Muy bien: están tirando todas las bardas. ¿Y ahora qué sigue? ¿A dónde nos quieren llevar?

Hasta ahora, los partidarios y los voceros del nuevo régimen se identifican por tres rasgos: acusan al pasado neoliberal de todos los males presentes; inventan datos y mienten sin rubor para justificar lo que dicen y hacen; e insultan, difaman y calumnian a quienes se atreven a criticarlos. No debaten el argumento, sino que denuestan a quienes lo esgrimen. Su especialidad no es el diálogo sino la descalificación, atribuyendo intenciones aviesas a quienes los contradicen. Los trepadores, los arribistas y los acomodados han aprendido esa fórmula y la repiten (literalmente) hasta la náusea. Les resulta imposible negar la concentración del poder, pero lo justifican alegando que esa es la voluntad de la mayoría popular. La tarea es destruir lo que había, descalificar el pasado y calumniar a los adversarios. Y lo están haciendo muy bien.

Sin embargo, deben lidiar con los problemas que están desafiando al país. Descalificar con odio a quienes se duelen de la violencia no elimina el poder de los criminales: pueden matar al mensajero cien veces, pero los cárteles siguen haciendo su agosto. Atacar sin piedad a quienes advierten que la economía mexicana está (por decir lo menos) estancada, no incrementa la producción, ni garantiza la capacidad del Estado para seguir repartiendo lo que no tiene. Decir que son muy honestos y muy buenas personas, no disminuye la corrupción que está corroyendo a la administración pública. Repetir que en el 2006 no ganó Calderón no justifica la captura de los órganos electorales, ni limpia los despropósitos cometidos en las elecciones del 2024, ni las trampas de la elección judicial. Cantar el himno no mitiga las amenazas ni la ofensiva de Donald Trump.

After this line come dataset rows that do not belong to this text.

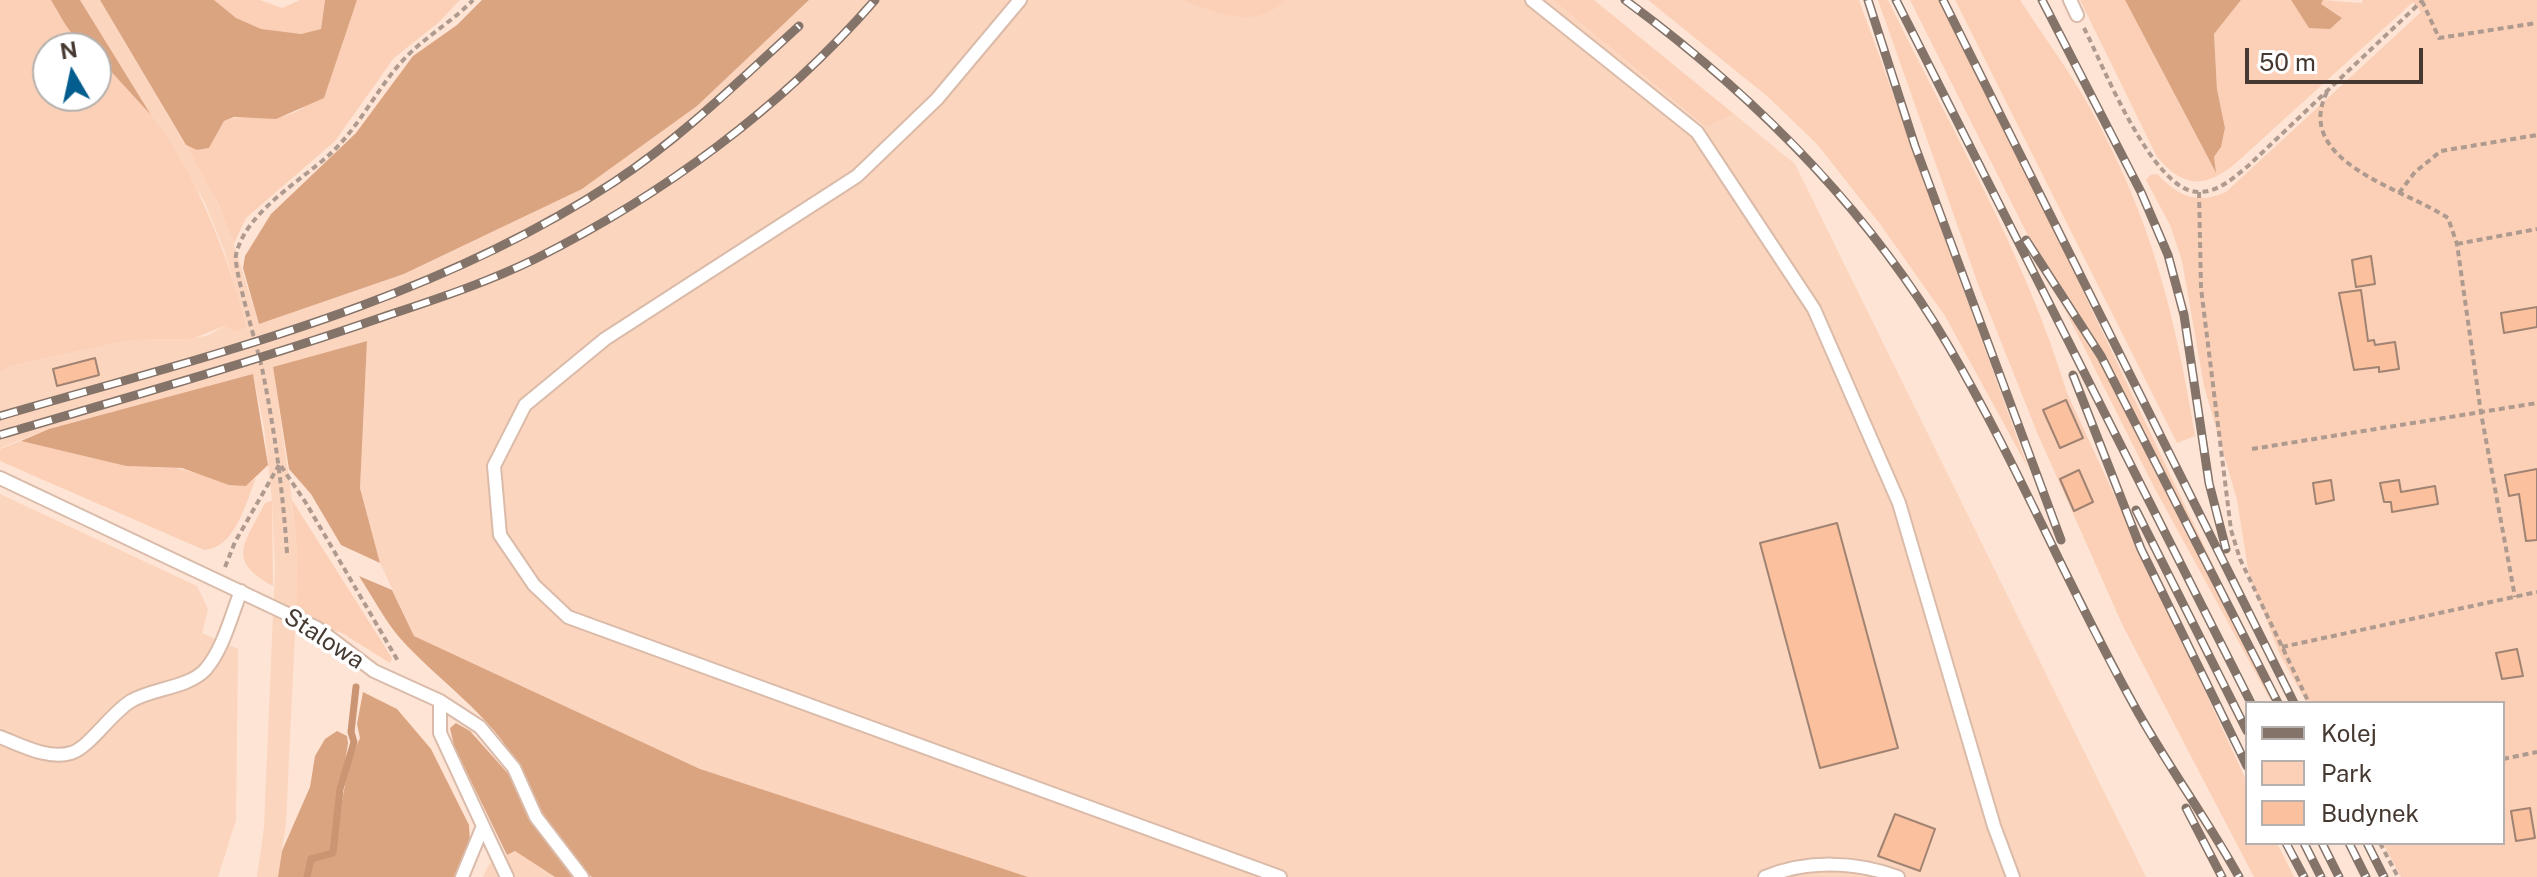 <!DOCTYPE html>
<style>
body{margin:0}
#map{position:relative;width:2537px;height:877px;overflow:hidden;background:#fee4d5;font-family:"Public Sans",sans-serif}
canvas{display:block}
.legend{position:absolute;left:2245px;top:701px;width:260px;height:144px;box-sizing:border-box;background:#fff;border:2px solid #b5b0ad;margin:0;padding:10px 14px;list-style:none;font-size:24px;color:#463932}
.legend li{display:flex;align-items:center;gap:16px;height:40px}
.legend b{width:40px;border:2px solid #b5b0ad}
.north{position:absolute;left:32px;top:32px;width:80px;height:80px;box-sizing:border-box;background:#fff;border:2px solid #b5b0ad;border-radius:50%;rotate:351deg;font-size:22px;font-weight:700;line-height:32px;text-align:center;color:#463932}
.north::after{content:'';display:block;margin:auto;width:28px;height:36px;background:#035d8e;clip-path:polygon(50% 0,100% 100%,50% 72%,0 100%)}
.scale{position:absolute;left:2245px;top:48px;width:178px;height:36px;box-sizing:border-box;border:4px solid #463932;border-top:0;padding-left:10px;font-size:24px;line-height:28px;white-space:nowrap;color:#463932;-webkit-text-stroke:6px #fff;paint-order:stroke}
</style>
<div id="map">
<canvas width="2537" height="877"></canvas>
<ul class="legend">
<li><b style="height:10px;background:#847369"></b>Kolej</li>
<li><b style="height:22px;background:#fbd0b7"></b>Park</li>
<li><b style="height:22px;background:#fbc19e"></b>Budynek</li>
</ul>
<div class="north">N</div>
<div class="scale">50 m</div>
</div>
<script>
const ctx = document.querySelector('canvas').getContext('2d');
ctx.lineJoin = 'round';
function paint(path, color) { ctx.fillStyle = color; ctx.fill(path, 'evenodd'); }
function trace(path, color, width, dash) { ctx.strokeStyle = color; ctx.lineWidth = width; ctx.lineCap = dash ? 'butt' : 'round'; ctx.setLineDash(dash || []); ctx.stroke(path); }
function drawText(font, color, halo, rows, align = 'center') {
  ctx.font = font + ' "Public Sans",sans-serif'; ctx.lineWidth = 7; ctx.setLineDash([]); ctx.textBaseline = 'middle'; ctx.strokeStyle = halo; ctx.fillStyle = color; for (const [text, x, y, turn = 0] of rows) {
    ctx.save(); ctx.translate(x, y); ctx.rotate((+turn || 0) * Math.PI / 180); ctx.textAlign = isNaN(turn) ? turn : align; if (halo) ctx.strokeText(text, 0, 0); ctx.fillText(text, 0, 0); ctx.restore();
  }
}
paint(new Path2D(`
 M 80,0 L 100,0 L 208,183 L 228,225 L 259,324 L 405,274 L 582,189 L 697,106 L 809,0 L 1553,0 L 1704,127 L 1734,114 L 1795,164 L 2146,877 L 978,877 L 700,769 L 414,636 L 380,563 L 360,488 L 367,341 L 273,367 L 292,500 L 297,550 L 296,611 L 286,823 L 278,877 L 257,877 L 264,827 L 275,567 L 272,501 L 264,427 L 253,375 L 49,429 L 0,448 L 0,372 L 10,366 L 130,340 L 191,339 L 209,335 L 224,326 L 235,332 L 247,328 L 224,250 L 204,201 Z
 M 0,494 L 197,586 L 208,609 L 202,633 L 238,649 L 236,820 L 218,877 L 0,877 Z
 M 515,851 L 555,877 L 483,877 L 489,864 Z`), '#fcd5be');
paint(new Path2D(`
 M 0,0 L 51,0 L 77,39 L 89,48 L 48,48 L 48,96 L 96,96 L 96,55 C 114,75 135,94 151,115 C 199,178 226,252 247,328 L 235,332 L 224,326 L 192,339 L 130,340 L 10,366 L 0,372 Z
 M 214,0 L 260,0 L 282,8 L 300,0 L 325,0 L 321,29 C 285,43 240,28 214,0 Z
 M 357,0 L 460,0 L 438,23 L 394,58 L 335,141 L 246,218 L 234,243 L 219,205 L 186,145 L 197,150 L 209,148 L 224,121 C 241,114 260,120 279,117 C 320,110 330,75 341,41 C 345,27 353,14 357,0 Z
 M 1183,0 L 1285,0 C 1255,31 1217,13 1183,0 Z
 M 1553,0 L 1594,0 L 1734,114 L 1705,127 Z
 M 1648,0 L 1859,0 L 2028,468 L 1945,316 L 1880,224 L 1817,144 L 1767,96 Z
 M 1878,0 L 1888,0 C 1951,129 2026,256 2067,393 L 2247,782 L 2247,843 L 2277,843 L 2294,877 L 2254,877 L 2122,624 L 2036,430 L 1978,284 Z
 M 1910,0 L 1939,0 L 2048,217 L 2252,647 L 2272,703 L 2155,489 Z
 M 1955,0 L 2020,0 C 2043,36 2069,70 2090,108 C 2151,217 2175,314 2195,436 L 2177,443 Z
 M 2080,0 L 2125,0 L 2214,170 L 2214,157 L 2221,147 L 2225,128 L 2217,89 L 2214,34 L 2241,0 L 2291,0 L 2309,27 L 2323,0 L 2361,3 L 2363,0 L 2537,0 L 2537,877 L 2401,877 L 2383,843 L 2503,843 L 2503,703 L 2307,703 L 2280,655 L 2249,575 L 2237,500 L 2204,386 L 2182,261 L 2170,225 L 2146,180 L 2150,175 L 2157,174 C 2178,196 2197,205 2226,192 L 2421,12 L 2413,2 L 2236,163 C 2206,188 2184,189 2157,157 Z
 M 21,441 L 126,466 L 177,468 L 246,486 L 256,478 C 246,502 235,549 204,550 L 0,461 L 0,449 Z
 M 292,500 L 392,658 L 390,663 L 342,633 L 320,626 L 296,611 L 297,550 Z
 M 272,501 L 273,586 C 225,560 245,543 265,503 Z`), '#fbd0b7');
paint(new Path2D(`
 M 51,0 L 80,0 L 151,115 L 96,55 L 96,48 C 75,48 61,16 51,0 Z
 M 100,0 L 214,0 L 236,18 L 261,29 L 301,34 L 321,29 L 325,0 L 357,0 L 324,98 L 276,119 L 234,117 L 224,121 L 209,148 L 197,150 L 186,145 Z
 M 482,0 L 809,0 L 697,106 L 582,189 L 404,274 L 259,324 L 243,268 L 245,256 L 271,214 L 356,133 L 413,56 L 457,25 Z
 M 2125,0 L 2241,0 L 2214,34 L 2217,89 L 2225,128 L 2221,147 L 2214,157 L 2216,173 Z
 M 2291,0 L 2323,0 L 2321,4 L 2342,18 L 2330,29 L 2309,28 Z
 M 367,341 L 360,488 L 380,563 L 341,545 L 311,494 L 289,469 L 273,367 Z
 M 253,374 L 268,465 L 246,486 L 229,485 L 182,468 L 126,466 L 21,441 L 49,429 Z
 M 359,576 L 392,590 L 414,636 L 700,769 L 1028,877 L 592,877 C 555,852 539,805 519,767 C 491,714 438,681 399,637 C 384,619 372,596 359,576 Z
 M 363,692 L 397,709 L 431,749 L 469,825 L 470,842 L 456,877 L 309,877 L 313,861 L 336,855 C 340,814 343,775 360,738 L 357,724 Z
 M 456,723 L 470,731 L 512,778 L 530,818 L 572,877 L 555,877 L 515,851 L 507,855 L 454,746 L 450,728 Z
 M 337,731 L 347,736 L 348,743 L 331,852 L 309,858 L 304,877 L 278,877 L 282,851 L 310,787 L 315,756 L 325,739 Z`), '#dba481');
trace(new Path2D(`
 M 307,877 L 311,859 L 333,853 L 340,789 L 354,742 L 351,732 L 356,687`), '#cb9472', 7);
const building = new Path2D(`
 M 2371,256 L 2375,284 L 2356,287 L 2352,260 Z
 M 2361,290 L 2368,341 L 2374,340 L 2375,345 L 2395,342 L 2399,369 L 2379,372 L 2379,367 L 2354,370 L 2339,293 Z
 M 2537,307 L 2537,327 L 2504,333 L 2501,313 Z
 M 95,358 L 99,375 L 57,386 L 53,369 Z
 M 2066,400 L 2083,438 L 2060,448 L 2043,410 Z
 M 2537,469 L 2537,540 L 2526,541 L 2519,494 L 2509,496 L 2505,475 Z
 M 2079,470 L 2093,502 L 2074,511 L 2060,479 Z
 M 2331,480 L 2334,500 L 2316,504 L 2313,483 Z
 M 2399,480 L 2401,492 L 2435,486 L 2438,504 L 2392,512 L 2391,502 L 2384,502 L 2380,483 Z
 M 1837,523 L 1898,748 L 1820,768 L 1760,543 Z
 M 2517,649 L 2523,676 L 2502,679 L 2496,653 Z
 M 2530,808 L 2535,838 L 2516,841 L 2511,811 Z
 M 1895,814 L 1935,829 L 1920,871 L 1878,856 Z`);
paint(building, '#fbc19e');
trace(building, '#a08372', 2);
const lane = new Path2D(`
 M 1020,0 L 937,99 L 857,176 L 605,339 L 525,405 L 494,466 L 500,535 L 534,585 L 568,617 L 1280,877
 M 1532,0 L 1697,132 L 1814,309 L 1899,503 L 1994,826 L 2013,877
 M 2070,0 L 2077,15
 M 0,478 L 317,628 L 374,671 L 440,701 L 480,727 L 514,768 L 536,817 L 582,877
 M 440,701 L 440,733 L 483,826 L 462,877
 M 0,737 C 21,745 48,760 71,753 C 89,748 111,713 131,701 C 153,688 188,688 205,670 C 223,650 231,616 241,591
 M 483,826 L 507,877
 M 1765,877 C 1807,860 1856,861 1898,877`);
trace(lane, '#dabba9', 16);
trace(new Path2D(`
 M 2422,1 L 2439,38 L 2537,23
 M 2084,28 C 2103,65 2153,193 2199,192 C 2219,192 2233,178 2248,166 L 2423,0
 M 2327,92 C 2292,162 2405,189 2448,218 L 2457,244 L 2481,413 L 2515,597
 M 2199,192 L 2201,288 L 2231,530 L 2240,559 L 2309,703
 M 2399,193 L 2415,172 L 2441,151 L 2537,135
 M 2457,244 L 2537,229
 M 2252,449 L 2537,403
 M 281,466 L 306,503 L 398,661
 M 287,553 C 283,492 275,433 263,373 C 259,352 233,268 236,255 C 245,213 299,182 329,155 C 361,126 378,85 408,55 C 428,35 453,21 473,0
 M 225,567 L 235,542 L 279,465
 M 2282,647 L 2537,592
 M 2503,759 L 2537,752
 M 2380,843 L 2398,877`), '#af9a8f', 4, [6, 4]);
trace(lane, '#fff', 12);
const rail = new Path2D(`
 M 1625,0 C 1754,95 1867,207 1949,347 C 2017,463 2069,589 2135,707 C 2167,765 2207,819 2239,877
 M 1868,0 L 1915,146 L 2061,540
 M 1896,0 L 2251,703
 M 1943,0 L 2294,703
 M 2042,0 L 2141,192 L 2168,255 L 2184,315 L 2209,483 L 2226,549
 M 2026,240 L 2101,356 L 2278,703
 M 2073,375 L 2141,549 L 2247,766
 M 0,416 C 210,355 428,304 614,182 C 681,138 739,81 799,26
 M 0,435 C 126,398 253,362 377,319 C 430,301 484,284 535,259 C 663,195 781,108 875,0
 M 2136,510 L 2247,731
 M 2186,808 L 2222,877
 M 2286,843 L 2304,877
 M 2304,843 L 2321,877
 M 2322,843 L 2339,877
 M 2349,843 L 2366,877
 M 2367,843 L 2384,877`);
trace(rail, '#847369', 9);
trace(rail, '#fff', 6, [18]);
drawText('24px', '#463932', '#fff', [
 ["Stalowa",324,639,33]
]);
</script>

Mientras destruyen, proclaman que somos felices y ordenan contradecir y callar a quienes decimos que México está viviendo una espiral de violencia y de corrupción y está amenazado por la recesión, la polarización y el conflicto internacional. La presidenta repite: el pueblo, el pueblo, el pueblo, mientras las bardas se siguen cayendo. ¿Qué sigue? ¿Gobernar con propaganda política, movilización y discursos de odio? ¿Cuándo notarán que detrás de sus bardas rotas no hay nada?